Sin embargo, la realidad que hoy constata el mundo entero contradice de manera frontal ese discurso. La ONU ha confirmado oficialmente que la población palestina en Gaza padece una hambruna, resultado directo del asedio impuesto por Israel. No se trata de una catástrofe natural, sino de una situación fabricada: la privación sistemática de alimentos, medicinas y suministros básicos como herramienta de guerra.
El uso del hambre como arma constituye una de las violaciones más graves al derecho internacional humanitario. Es un crimen de guerra según los Convenios de Ginebra. Y, a pesar de ello, Israel no solo lo aplica, sino que lo hace mientras se presenta ante el mundo como la nación que defiende los valores de Occidente. ¿Qué clase de moralidad puede justificarse en el acto de dejar morir de inanición a miles de niños, mujeres y hombres?
Las democracias no se miden por la retórica de sus gobernantes, sino por sus actos. Y hoy los actos de Israel, con un bloqueo que estrangula a la población civil, exhiben un rostro de crueldad incompatible con toda pretensión de superioridad moral. La justificación de que todo se hace en nombre de la seguridad no puede borrar el hecho de que la desnutrición, el colapso hospitalario y el hambre en Gaza no distinguen entre combatientes y civiles.
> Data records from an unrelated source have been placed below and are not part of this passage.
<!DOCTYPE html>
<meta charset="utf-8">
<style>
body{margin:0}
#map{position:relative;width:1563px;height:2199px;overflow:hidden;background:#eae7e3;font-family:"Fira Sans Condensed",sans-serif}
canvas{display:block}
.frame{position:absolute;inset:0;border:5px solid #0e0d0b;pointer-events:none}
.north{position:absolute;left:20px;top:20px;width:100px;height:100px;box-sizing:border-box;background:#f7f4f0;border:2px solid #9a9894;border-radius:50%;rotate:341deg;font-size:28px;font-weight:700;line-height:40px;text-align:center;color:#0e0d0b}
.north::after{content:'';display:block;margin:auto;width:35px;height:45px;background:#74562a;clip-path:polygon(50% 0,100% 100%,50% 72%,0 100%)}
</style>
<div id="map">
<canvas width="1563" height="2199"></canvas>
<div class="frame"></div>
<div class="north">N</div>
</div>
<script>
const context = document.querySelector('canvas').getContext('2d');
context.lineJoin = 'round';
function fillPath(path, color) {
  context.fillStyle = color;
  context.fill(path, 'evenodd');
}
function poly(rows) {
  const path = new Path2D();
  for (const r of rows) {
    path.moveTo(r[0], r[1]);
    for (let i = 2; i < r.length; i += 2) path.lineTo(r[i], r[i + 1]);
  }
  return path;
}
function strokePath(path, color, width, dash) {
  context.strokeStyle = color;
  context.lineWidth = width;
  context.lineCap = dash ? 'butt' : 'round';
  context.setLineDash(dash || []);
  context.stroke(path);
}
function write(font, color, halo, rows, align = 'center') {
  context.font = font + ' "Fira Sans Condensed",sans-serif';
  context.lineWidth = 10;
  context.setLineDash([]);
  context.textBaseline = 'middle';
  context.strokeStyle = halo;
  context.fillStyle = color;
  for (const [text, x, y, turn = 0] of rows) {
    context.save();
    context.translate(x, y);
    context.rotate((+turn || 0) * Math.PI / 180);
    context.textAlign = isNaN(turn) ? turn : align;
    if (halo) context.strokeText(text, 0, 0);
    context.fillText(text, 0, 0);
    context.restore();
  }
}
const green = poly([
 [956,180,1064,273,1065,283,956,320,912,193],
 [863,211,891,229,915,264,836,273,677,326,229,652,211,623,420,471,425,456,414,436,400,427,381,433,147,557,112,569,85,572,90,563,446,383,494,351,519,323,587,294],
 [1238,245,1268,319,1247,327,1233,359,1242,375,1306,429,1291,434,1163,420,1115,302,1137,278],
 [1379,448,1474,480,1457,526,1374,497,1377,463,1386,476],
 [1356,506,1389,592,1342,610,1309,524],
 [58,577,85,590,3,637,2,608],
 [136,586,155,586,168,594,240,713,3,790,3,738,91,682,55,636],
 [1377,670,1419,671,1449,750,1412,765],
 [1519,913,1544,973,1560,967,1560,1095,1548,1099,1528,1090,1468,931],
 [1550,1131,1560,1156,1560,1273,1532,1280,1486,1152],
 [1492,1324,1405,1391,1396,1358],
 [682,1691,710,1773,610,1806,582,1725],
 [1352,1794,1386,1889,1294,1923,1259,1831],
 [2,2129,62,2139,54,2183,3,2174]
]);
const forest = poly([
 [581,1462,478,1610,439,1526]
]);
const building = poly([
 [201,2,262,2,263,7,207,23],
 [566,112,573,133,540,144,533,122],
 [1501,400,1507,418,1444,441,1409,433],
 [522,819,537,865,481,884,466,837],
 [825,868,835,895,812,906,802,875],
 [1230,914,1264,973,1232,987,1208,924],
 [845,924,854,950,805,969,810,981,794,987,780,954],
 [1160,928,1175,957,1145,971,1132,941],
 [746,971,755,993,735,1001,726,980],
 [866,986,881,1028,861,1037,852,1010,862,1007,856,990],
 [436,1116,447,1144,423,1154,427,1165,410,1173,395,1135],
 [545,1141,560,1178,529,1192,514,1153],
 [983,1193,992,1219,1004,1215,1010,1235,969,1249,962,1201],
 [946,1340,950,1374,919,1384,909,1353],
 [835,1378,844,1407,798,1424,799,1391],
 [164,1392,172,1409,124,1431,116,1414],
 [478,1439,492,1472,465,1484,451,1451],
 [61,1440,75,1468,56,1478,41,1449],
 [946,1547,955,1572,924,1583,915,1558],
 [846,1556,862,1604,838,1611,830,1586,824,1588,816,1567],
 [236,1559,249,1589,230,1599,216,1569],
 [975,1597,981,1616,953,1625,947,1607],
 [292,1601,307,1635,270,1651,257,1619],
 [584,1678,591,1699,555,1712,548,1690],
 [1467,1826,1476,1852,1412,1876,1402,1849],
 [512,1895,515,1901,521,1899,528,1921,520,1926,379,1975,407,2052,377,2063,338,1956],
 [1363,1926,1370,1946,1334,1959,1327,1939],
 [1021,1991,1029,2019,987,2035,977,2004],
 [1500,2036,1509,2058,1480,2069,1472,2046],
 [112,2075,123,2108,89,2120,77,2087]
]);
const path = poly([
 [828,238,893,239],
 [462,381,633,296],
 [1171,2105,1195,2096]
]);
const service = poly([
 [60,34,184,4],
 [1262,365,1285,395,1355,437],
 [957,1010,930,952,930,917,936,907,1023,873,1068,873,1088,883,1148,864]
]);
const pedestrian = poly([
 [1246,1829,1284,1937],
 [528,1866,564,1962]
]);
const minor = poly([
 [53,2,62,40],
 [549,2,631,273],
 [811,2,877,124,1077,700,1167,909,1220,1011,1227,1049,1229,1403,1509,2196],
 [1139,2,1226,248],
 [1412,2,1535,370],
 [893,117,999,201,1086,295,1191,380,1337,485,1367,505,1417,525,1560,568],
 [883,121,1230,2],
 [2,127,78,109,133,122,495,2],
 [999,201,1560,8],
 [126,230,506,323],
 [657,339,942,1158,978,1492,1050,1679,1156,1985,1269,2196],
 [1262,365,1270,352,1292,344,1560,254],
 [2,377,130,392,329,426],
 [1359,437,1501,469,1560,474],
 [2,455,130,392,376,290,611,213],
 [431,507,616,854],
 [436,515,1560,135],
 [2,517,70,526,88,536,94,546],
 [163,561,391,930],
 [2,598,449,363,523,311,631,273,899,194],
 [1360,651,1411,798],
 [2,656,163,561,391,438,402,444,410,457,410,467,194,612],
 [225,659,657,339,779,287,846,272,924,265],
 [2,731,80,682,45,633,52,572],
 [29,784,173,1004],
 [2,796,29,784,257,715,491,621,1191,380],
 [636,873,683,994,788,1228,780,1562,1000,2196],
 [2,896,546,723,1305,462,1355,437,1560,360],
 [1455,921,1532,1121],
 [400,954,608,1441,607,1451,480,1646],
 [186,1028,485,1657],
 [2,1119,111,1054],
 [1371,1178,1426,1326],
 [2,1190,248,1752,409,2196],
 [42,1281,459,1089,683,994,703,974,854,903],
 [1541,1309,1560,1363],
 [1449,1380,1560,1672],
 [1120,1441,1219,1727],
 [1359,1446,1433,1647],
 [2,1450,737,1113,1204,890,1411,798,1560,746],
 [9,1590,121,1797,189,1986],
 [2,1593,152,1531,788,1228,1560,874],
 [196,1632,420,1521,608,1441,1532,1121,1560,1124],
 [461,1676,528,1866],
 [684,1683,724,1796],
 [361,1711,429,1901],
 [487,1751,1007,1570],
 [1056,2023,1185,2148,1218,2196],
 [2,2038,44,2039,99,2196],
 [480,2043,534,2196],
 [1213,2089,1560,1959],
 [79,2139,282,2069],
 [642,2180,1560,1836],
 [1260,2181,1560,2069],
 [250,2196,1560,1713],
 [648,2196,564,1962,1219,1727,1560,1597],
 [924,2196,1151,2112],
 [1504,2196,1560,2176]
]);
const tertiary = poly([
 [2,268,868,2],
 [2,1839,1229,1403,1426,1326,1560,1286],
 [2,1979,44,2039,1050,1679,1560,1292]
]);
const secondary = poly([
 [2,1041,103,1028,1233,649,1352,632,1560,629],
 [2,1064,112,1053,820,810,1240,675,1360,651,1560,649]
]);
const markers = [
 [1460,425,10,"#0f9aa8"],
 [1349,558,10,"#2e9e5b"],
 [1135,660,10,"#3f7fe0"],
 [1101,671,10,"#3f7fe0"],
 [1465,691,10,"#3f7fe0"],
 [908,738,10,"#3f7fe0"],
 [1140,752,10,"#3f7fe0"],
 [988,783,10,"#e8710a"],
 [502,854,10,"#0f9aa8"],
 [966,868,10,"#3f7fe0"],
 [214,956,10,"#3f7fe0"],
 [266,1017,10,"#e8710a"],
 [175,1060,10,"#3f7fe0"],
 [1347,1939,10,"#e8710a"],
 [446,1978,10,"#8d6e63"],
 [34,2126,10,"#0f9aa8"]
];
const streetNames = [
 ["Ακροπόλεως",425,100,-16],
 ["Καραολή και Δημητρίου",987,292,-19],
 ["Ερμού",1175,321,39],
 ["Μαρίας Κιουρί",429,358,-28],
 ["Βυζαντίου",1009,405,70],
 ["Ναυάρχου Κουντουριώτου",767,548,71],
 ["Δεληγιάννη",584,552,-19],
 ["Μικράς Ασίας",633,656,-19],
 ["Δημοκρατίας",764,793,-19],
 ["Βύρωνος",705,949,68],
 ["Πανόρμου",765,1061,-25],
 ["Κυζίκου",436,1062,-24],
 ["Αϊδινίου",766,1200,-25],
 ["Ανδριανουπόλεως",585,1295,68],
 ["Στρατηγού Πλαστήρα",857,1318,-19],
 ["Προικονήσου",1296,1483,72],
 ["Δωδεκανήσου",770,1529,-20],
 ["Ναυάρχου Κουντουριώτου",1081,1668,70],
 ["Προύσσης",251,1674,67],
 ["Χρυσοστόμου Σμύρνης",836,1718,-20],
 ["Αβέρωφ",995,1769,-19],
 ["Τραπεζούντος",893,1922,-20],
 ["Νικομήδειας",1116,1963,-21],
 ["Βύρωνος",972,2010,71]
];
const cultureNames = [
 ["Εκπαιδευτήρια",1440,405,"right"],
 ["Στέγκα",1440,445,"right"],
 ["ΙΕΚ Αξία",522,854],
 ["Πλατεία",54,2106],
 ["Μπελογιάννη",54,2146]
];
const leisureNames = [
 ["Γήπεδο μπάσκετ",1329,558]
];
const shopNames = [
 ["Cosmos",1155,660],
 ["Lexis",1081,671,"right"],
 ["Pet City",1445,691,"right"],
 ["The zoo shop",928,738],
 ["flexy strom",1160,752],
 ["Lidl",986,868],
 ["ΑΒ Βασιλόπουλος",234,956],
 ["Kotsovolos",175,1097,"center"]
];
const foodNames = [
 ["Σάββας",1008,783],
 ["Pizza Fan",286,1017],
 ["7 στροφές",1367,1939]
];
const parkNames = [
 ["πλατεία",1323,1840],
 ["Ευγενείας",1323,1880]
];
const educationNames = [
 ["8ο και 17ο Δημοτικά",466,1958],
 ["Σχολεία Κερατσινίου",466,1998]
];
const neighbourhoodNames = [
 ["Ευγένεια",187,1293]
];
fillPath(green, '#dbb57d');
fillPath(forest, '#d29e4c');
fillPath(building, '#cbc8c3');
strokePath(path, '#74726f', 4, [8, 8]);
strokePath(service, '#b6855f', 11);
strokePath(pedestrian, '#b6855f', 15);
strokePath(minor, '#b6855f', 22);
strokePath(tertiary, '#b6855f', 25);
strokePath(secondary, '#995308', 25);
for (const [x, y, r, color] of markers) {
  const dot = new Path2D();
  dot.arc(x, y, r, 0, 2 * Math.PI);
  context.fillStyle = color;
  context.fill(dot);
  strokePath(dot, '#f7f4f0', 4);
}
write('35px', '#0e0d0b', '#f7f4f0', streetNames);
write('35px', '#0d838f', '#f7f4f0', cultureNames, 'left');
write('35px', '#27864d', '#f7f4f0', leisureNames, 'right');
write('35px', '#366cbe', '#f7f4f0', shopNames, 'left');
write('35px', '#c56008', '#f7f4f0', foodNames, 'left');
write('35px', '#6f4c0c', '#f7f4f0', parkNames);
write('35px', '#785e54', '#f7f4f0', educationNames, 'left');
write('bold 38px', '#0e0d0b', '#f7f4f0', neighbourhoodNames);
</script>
El costo humano es tan evidente que ya no puede ocultarse tras campañas mediáticas ni discursos de altos funcionarios. El hambre no miente. La hambruna es un hecho, y su existencia demuestra que Israel ha renunciado a esa supuesta supremacía moral que tantas veces ha proclamado.
Occidente, que ha respaldado por décadas este relato, debe preguntarse con seriedad si puede seguir sosteniendo la ficción de un Israel democrático y ético, mientras la ONU certifica que ha permitido —y provocado— la peor de las calamidades: la muerte por hambre de un pueblo entero.
En este momento, no es la narrativa oficial israelí la que habla, sino la evidencia: un Estado que se proclama faro moral y democrático, y que al mismo tiempo inflige hambruna deliberada, no puede sostener esa doble máscara. La supremacía moral se mide en hechos, y los hechos son hoy elocuentes y devastadores.